On Competitiveness of Dynamic Replication for Distributed Data Access
Tianyu Zuo, Xueyan Tang, Bu Sung Lee, Jianfei Cai
TL;DR
This work studies online dynamic replication for distributed data access, aiming to minimize total storage and transfer costs across geo-distributed servers with heterogeneous storage rates. It refutes prior claims of a $2$-competitive online algorithm, proves a universal lower bound $>2$ for deterministic online strategies, and presents a new online algorithm with a tight competitiveness bound of $\max\{2, \min\{\gamma,3\}\}$, where $\gamma$ is the max/min storage-rate ratio across servers.
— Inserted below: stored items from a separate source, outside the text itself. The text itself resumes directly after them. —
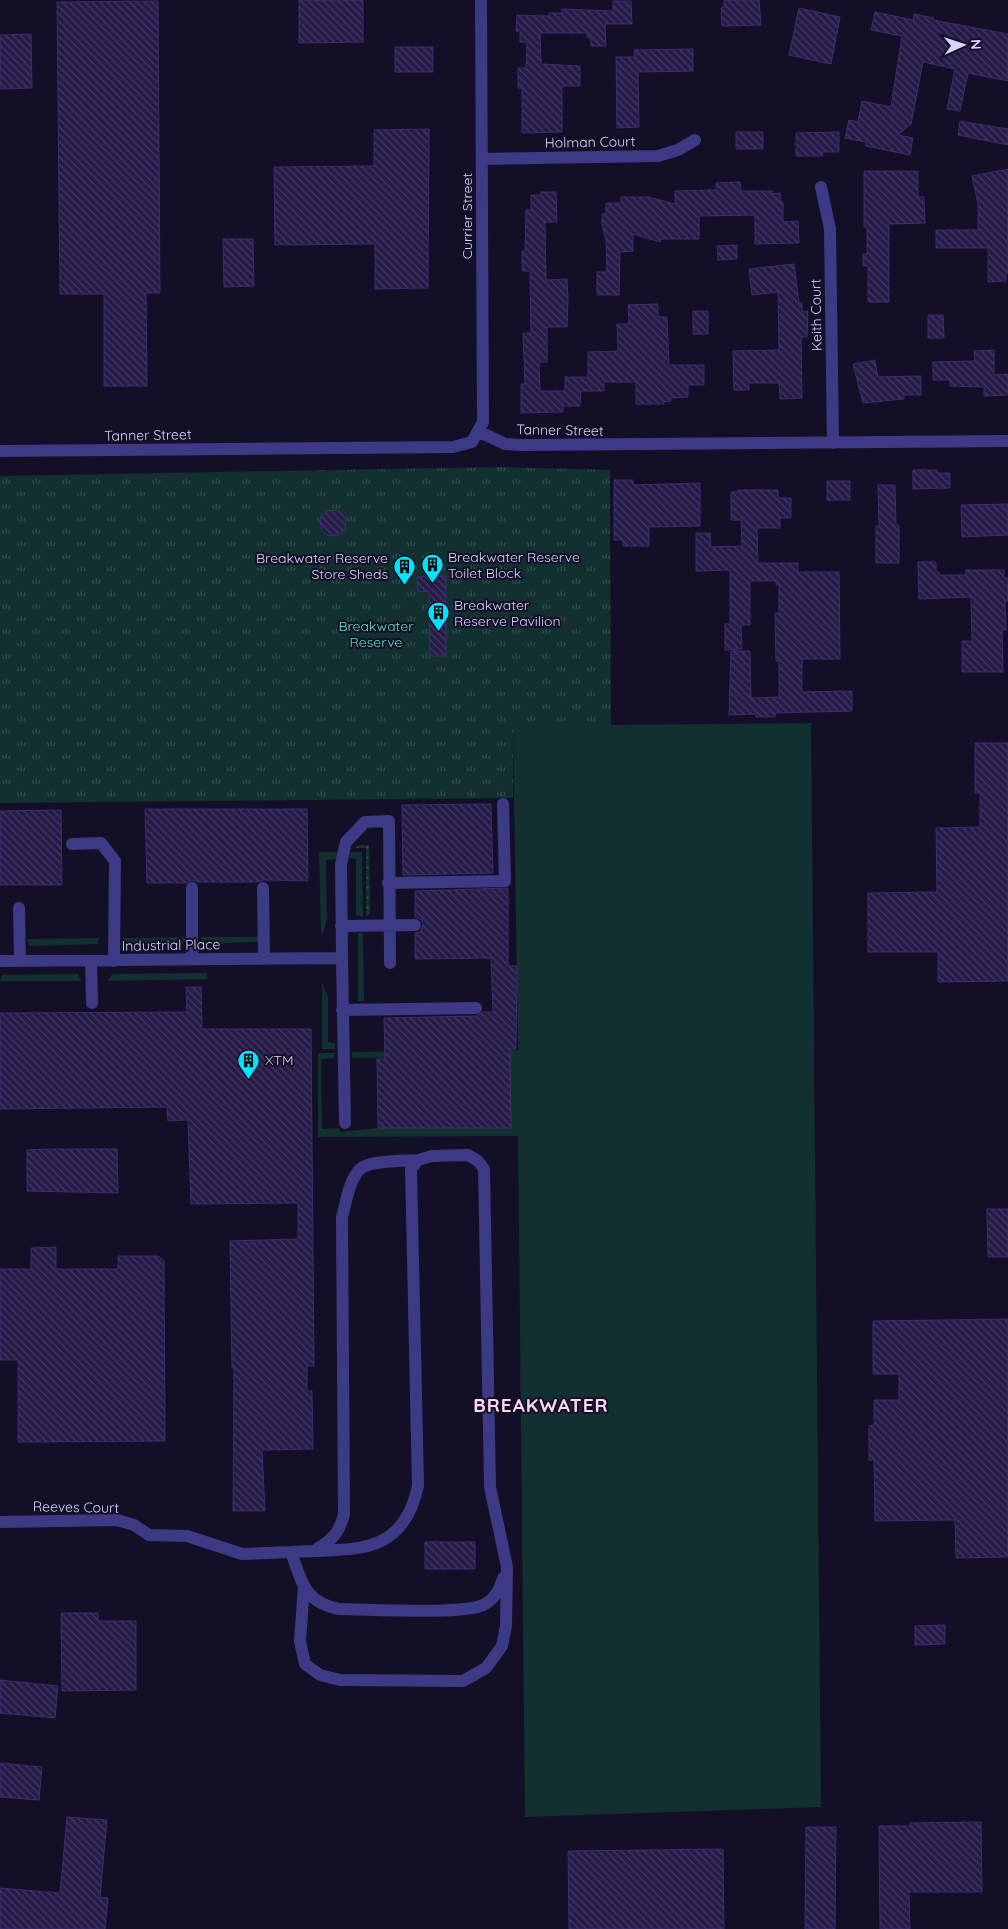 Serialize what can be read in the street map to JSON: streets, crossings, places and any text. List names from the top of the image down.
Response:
{
  "streets": {
    "street": [
      "Holman Court",
      "Currier Street",
      "Keith Court",
      "Tanner Street",
      "Industrial Place",
      "Reeves Court"
    ]
  },
  "crossings": [
    ["Holman Court", "Currier Street"],
    ["Currier Street", "Tanner Street"],
    ["Keith Court", "Tanner Street"]
  ],
  "districts": ["BREAKWATER"],
  "parks": ["Breakwater Reserve"],
  "places": {
    "building": [
      "Breakwater Reserve Toilet Block",
      "Breakwater Reserve Store Sheds",
      "Breakwater Reserve Pavilion",
      "XTM"
    ]
  },
  "north": "right"
}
The analysis uses a novel induction-based cost allocation and classifies operations into regular and special copies to bound the online versus offline performance; the bounds are shown to be tight via explicit counterexamples and matching constructions. Empirical evaluation on real traces corroborates the theoretical findings and demonstrates practical gains over existing online approaches in typical transfer-cost regimes, offering rigorous guarantees for online replication in pay-as-you-go cloud and edge environments.
Abstract
This paper studies an online cost optimization problem for distributed storage and access. The goal is to dynamically create and delete copies of data objects over time at geo-distributed servers to serve access requests and minimize the total storage and network cost. We revisit a recent algorithm in the literature and show that it does not have a competitive ratio of $2$ as claimed by constructing a counterexample. We further prove that no deterministic online algorithm can achieve a competitive ratio bounded by $2$ for the general cost optimization problem. We develop an online algorithm and prove that it achieves a competitive ratio of $\max\{2, \min\{γ, 3\}\}$, where $γ$ is the max/min storage cost ratio among all servers. Examples are given to confirm the tightness of competitive analysis. We also empirically evaluate algorithms using real object access traces.